▶ **WHAT IS BEING ASKED**: Scan the entries and copy each line where the word "Учан" is present.

---------- THE INPUT ----------

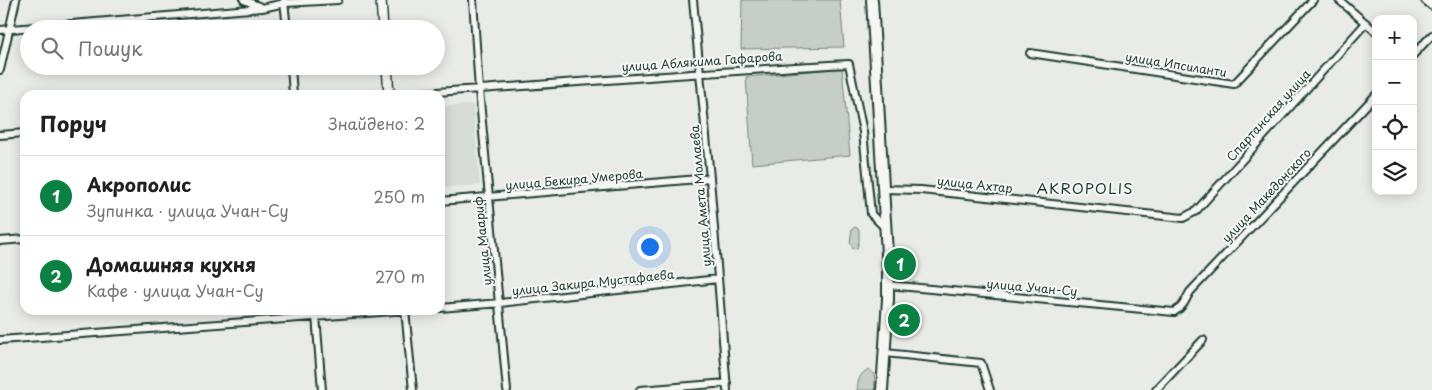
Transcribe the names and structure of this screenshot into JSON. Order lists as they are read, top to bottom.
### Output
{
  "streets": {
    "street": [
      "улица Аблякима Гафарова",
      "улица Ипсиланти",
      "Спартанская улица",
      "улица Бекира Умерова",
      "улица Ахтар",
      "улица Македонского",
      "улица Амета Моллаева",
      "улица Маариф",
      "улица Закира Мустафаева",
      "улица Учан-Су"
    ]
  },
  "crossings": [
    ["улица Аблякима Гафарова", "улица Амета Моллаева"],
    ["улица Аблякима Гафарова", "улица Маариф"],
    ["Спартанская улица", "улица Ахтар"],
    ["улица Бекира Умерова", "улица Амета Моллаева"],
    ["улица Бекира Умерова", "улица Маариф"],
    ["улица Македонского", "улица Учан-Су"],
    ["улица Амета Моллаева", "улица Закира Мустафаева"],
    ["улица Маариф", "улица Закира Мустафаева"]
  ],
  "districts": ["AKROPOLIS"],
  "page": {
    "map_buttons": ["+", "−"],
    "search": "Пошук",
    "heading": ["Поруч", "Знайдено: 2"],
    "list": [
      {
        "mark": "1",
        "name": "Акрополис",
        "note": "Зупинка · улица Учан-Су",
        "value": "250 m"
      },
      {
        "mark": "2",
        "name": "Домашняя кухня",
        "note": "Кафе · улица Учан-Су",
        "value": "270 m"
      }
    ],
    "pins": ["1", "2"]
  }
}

----------

▶ **ANSWER**:
      "улица Учан-Су"
    ["улица Македонского", "улица Учан-Су"],
        "note": "Зупинка · улица Учан-Су",
        "note": "Кафе · улица Учан-Су",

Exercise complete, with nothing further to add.